Police experts carry equipment as they search for evidence outside an apartment in the Athens district of Neos Kosmos, on Tuesday.
Nine Turkish nationals, suspected of belonging to a banned militant left-wing Turkish terror group, will face an investigative magistrate on Wednesday after Greek anti-terrorist units found bomb-making equipment and detonators during raids at three apartments in Athens on Tuesday.
One of the suspects was wanted by Greek authorities in connection with an attempt by members of the outlawed Turkish terror group DHKP/C to transfer arms and explosives from the eastern Aegean island of Chios to Turkey in 2013.
Government officials said that the raids were not linked to next week’s official visit to Greece by Turkish President Recep Tayyip Erdogan.
However, officials at the Citizens’ Protection Ministry and police sources have not ruled out the possibility the suspects – eight men and one woman – were planning an attack against Erdogan during his visit.
The raids however could also be seen as a sign that Greek security arrangements are in full swing ahead of Erdogan’s arrival.
Government sources described yesterday’s operation as a “great success” for law enforcement, adding that the National Intelligence Service (EYP) played a significant role.
The raids took place at two homes in the district of Kallithea and one in Neos Cosmos. Police said they arrested three suspects at each residence.
A source from the Citizens’ Protection Ministry told Kathimerini that most of the suspects had been in Greece for less than a year, while the three apartments were rented out just a few weeks ago.

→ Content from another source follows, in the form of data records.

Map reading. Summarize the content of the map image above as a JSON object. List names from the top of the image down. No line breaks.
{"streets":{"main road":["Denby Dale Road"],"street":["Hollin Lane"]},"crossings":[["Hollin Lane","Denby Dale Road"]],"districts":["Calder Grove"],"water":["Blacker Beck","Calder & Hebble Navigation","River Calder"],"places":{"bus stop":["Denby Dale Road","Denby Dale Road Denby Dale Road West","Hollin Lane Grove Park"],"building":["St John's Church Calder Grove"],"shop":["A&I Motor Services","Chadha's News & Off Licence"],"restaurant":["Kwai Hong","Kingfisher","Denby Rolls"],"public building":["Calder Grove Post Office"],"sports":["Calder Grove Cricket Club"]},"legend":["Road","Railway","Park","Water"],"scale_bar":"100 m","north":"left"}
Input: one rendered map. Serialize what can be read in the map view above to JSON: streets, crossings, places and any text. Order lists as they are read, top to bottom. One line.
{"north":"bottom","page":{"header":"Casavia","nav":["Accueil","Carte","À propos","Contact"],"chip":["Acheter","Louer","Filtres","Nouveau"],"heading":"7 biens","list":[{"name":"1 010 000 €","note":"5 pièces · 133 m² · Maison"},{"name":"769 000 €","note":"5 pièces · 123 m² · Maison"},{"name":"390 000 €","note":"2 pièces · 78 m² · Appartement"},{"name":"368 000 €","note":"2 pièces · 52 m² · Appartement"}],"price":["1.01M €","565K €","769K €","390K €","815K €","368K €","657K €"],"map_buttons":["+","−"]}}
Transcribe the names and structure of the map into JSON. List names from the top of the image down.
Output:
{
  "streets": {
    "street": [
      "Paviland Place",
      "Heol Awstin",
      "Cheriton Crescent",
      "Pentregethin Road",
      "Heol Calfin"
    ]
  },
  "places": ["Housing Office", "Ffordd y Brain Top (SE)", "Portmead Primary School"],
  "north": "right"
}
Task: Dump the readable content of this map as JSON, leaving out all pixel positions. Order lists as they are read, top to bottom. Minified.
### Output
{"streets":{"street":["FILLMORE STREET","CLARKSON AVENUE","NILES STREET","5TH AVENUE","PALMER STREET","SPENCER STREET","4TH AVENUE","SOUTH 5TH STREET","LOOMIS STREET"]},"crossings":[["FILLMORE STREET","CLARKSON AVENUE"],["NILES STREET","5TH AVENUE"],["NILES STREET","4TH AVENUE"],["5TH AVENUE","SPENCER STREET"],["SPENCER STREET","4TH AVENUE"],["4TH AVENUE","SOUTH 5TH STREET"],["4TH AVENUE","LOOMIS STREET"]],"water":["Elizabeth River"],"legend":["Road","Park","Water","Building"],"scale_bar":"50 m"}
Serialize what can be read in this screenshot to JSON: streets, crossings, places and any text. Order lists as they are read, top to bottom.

Police are also examining the possibility that the nine suspects may have rented more properties in the same suburbs.
Officials said that they found chemical substances that are available commercially that can be used to make explosives, as well as a CZ pistol, dynamite sticks, cables and timers used in the manufacture of makeshift devices.
Experts were also examining the contents of USBs and laptops that were also confiscated as they could shed light on the group’s actions and intentions, authorities said.
“It’s clear that they were about to make an explosive mechanism,” a police source said, adding, however, that it was too early for officials to ascertain whether they planned “to use the devices on Greek soil or to transfer them to Turkey.”
In 2014 Greek police arrested a number of Turks in Athens and Thessaloniki on charges of DHKP/C membership.